=== Work item ===
Below are some entries. Output each one exactly as it appears.

Records from a dataset:
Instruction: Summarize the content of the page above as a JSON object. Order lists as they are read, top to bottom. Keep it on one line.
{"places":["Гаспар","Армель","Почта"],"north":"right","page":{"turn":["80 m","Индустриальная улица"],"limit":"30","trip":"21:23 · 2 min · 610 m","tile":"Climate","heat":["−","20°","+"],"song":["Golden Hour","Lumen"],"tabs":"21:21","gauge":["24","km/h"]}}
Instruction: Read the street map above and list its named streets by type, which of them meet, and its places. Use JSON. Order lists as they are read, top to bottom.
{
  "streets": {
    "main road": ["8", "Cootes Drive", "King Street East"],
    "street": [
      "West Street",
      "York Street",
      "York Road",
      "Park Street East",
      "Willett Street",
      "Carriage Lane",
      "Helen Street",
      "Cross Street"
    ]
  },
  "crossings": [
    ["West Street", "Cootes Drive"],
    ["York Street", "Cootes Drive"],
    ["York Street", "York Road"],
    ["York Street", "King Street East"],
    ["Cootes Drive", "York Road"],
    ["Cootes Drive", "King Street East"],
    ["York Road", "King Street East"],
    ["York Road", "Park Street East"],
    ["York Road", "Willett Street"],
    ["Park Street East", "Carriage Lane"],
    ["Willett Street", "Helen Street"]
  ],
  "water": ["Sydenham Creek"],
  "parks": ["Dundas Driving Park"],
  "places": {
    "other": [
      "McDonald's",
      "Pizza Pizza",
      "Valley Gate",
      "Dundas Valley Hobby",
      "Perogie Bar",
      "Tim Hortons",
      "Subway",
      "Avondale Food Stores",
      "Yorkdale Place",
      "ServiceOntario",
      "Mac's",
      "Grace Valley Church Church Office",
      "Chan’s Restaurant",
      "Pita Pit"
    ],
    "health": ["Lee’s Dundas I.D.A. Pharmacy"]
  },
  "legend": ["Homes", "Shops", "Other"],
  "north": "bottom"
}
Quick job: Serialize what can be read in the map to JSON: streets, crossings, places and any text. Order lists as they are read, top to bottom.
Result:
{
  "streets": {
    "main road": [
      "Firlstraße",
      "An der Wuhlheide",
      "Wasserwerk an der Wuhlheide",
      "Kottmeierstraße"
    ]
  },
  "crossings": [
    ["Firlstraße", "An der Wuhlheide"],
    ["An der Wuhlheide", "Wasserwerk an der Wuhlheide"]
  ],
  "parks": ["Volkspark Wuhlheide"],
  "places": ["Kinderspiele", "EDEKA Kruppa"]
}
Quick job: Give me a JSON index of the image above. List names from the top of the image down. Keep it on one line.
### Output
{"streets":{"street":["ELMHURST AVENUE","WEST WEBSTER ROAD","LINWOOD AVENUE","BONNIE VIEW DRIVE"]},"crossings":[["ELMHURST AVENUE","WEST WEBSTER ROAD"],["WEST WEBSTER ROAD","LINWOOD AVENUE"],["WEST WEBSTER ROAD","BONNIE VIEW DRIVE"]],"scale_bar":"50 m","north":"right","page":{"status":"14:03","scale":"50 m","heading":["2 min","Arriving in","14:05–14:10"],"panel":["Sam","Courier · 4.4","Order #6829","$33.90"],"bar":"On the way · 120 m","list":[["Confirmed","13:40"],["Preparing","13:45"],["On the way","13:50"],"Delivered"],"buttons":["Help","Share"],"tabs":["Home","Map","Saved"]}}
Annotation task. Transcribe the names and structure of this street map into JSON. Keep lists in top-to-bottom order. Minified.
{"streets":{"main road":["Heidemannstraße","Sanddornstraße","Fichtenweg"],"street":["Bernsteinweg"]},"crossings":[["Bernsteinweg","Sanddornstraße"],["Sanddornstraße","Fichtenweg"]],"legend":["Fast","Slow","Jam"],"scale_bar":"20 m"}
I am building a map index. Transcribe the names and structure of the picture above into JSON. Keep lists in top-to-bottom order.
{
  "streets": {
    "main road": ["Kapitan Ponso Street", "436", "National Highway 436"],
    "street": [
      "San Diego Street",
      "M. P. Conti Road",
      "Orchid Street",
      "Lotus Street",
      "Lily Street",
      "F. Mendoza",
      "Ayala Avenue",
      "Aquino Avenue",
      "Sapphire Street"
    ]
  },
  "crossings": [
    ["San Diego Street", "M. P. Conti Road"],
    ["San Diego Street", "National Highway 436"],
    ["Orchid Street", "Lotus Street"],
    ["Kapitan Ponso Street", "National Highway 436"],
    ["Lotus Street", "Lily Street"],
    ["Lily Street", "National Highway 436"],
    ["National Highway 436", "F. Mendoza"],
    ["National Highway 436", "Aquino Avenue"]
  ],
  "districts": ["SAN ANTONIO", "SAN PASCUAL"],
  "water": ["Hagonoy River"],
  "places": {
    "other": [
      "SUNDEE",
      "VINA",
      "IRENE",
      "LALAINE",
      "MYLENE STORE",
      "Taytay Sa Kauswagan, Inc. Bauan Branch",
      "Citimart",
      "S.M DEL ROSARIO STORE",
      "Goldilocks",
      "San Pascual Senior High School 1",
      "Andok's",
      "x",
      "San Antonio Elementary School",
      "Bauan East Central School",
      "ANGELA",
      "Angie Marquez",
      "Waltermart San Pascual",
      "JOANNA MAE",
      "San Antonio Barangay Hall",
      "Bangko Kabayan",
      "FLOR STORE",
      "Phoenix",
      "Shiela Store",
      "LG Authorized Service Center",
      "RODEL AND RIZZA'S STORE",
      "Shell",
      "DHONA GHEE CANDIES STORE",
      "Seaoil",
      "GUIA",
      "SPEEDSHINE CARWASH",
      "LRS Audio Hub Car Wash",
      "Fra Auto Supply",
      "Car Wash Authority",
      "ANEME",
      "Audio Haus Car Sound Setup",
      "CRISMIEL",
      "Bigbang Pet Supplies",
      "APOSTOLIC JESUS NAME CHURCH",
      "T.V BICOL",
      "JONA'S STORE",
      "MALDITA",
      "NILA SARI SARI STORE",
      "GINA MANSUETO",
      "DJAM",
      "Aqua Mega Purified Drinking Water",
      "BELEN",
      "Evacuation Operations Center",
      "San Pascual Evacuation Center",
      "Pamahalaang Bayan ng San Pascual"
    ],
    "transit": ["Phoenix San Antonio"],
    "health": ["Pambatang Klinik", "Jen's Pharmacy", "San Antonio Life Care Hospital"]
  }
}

=== Exercise answer ===
Instruction: Summarize the content of the page above as a JSON object. Order lists as they are read, top to bottom. Keep it on one line.
{"places":["Гаспар","Армель","Почта"],"north":"right","page":{"turn":["80 m","Индустриальная улица"],"limit":"30","trip":"21:23 · 2 min · 610 m","tile":"Climate","heat":["−","20°","+"],"song":["Golden Hour","Lumen"],"tabs":"21:21","gauge":["24","km/h"]}}
Instruction: Read the street map above and list its named streets by type, which of them meet, and its places. Use JSON. Order lists as they are read, top to bottom.
{
  "streets": {
    "main road": ["8", "Cootes Drive", "King Street East"],
    "street": [
      "West Street",
      "York Street",
      "York Road",
      "Park Street East",
      "Willett Street",
      "Carriage Lane",
      "Helen Street",
      "Cross Street"
    ]
  },
  "crossings": [
    ["West Street", "Cootes Drive"],
    ["York Street", "Cootes Drive"],
    ["York Street", "York Road"],
    ["York Street", "King Street East"],
    ["Cootes Drive", "York Road"],
    ["Cootes Drive", "King Street East"],
    ["York Road", "King Street East"],
    ["York Road", "Park Street East"],
    ["York Road", "Willett Street"],
    ["Park Street East", "Carriage Lane"],
    ["Willett Street", "Helen Street"]
  ],
  "water": ["Sydenham Creek"],
  "parks": ["Dundas Driving Park"],
  "places": {
    "other": [
      "McDonald's",
      "Pizza Pizza",
      "Valley Gate",
      "Dundas Valley Hobby",
      "Perogie Bar",
      "Tim Hortons",
      "Subway",
      "Avondale Food Stores",
      "Yorkdale Place",
      "ServiceOntario",
      "Mac's",
      "Grace Valley Church Church Office",
      "Chan’s Restaurant",
      "Pita Pit"
    ],
    "health": ["Lee’s Dundas I.D.A. Pharmacy"]
  },
  "legend": ["Homes", "Shops", "Other"],
  "north": "bottom"
}
Quick job: Serialize what can be read in the map to JSON: streets, crossings, places and any text. Order lists as they are read, top to bottom.
Result:
{
  "streets": {
    "main road": [
      "Firlstraße",
      "An der Wuhlheide",
      "Wasserwerk an der Wuhlheide",
      "Kottmeierstraße"
    ]
  },
  "crossings": [
    ["Firlstraße", "An der Wuhlheide"],
    ["An der Wuhlheide", "Wasserwerk an der Wuhlheide"]
  ],
  "parks": ["Volkspark Wuhlheide"],
  "places": ["Kinderspiele", "EDEKA Kruppa"]
}
Quick job: Give me a JSON index of the image above. List names from the top of the image down. Keep it on one line.
### Output
{"streets":{"street":["ELMHURST AVENUE","WEST WEBSTER ROAD","LINWOOD AVENUE","BONNIE VIEW DRIVE"]},"crossings":[["ELMHURST AVENUE","WEST WEBSTER ROAD"],["WEST WEBSTER ROAD","LINWOOD AVENUE"],["WEST WEBSTER ROAD","BONNIE VIEW DRIVE"]],"scale_bar":"50 m","north":"right","page":{"status":"14:03","scale":"50 m","heading":["2 min","Arriving in","14:05–14:10"],"panel":["Sam","Courier · 4.4","Order #6829","$33.90"],"bar":"On the way · 120 m","list":[["Confirmed","13:40"],["Preparing","13:45"],["On the way","13:50"],"Delivered"],"buttons":["Help","Share"],"tabs":["Home","Map","Saved"]}}
Annotation task. Transcribe the names and structure of this street map into JSON. Keep lists in top-to-bottom order. Minified.
{"streets":{"main road":["Heidemannstraße","Sanddornstraße","Fichtenweg"],"street":["Bernsteinweg"]},"crossings":[["Bernsteinweg","Sanddornstraße"],["Sanddornstraße","Fichtenweg"]],"legend":["Fast","Slow","Jam"],"scale_bar":"20 m"}
I am building a map index. Transcribe the names and structure of the picture above into JSON. Keep lists in top-to-bottom order.
{
  "streets": {
    "main road": ["Kapitan Ponso Street", "436", "National Highway 436"],
    "street": [
      "San Diego Street",
      "M. P. Conti Road",
      "Orchid Street",
      "Lotus Street",
      "Lily Street",
      "F. Mendoza",
      "Ayala Avenue",
      "Aquino Avenue",
      "Sapphire Street"
    ]
  },
  "crossings": [
    ["San Diego Street", "M. P. Conti Road"],
    ["San Diego Street", "National Highway 436"],
    ["Orchid Street", "Lotus Street"],
    ["Kapitan Ponso Street", "National Highway 436"],
    ["Lotus Street", "Lily Street"],
    ["Lily Street", "National Highway 436"],
    ["National Highway 436", "F. Mendoza"],
    ["National Highway 436", "Aquino Avenue"]
  ],
  "districts": ["SAN ANTONIO", "SAN PASCUAL"],
  "water": ["Hagonoy River"],
  "places": {
    "other": [
      "SUNDEE",
      "VINA",
      "IRENE",
      "LALAINE",
      "MYLENE STORE",
      "Taytay Sa Kauswagan, Inc. Bauan Branch",
      "Citimart",
      "S.M DEL ROSARIO STORE",
      "Goldilocks",
      "San Pascual Senior High School 1",
      "Andok's",
      "x",
      "San Antonio Elementary School",
      "Bauan East Central School",
      "ANGELA",
      "Angie Marquez",
      "Waltermart San Pascual",
      "JOANNA MAE",
      "San Antonio Barangay Hall",
      "Bangko Kabayan",
      "FLOR STORE",
      "Phoenix",
      "Shiela Store",
      "LG Authorized Service Center",
      "RODEL AND RIZZA'S STORE",
      "Shell",
      "DHONA GHEE CANDIES STORE",
      "Seaoil",
      "GUIA",
      "SPEEDSHINE CARWASH",
      "LRS Audio Hub Car Wash",
      "Fra Auto Supply",
      "Car Wash Authority",
      "ANEME",
      "Audio Haus Car Sound Setup",
      "CRISMIEL",
      "Bigbang Pet Supplies",
      "APOSTOLIC JESUS NAME CHURCH",
      "T.V BICOL",
      "JONA'S STORE",
      "MALDITA",
      "NILA SARI SARI STORE",
      "GINA MANSUETO",
      "DJAM",
      "Aqua Mega Purified Drinking Water",
      "BELEN",
      "Evacuation Operations Center",
      "San Pascual Evacuation Center",
      "Pamahalaang Bayan ng San Pascual"
    ],
    "transit": ["Phoenix San Antonio"],
    "health": ["Pambatang Klinik", "Jen's Pharmacy", "San Antonio Life Care Hospital"]
  }
}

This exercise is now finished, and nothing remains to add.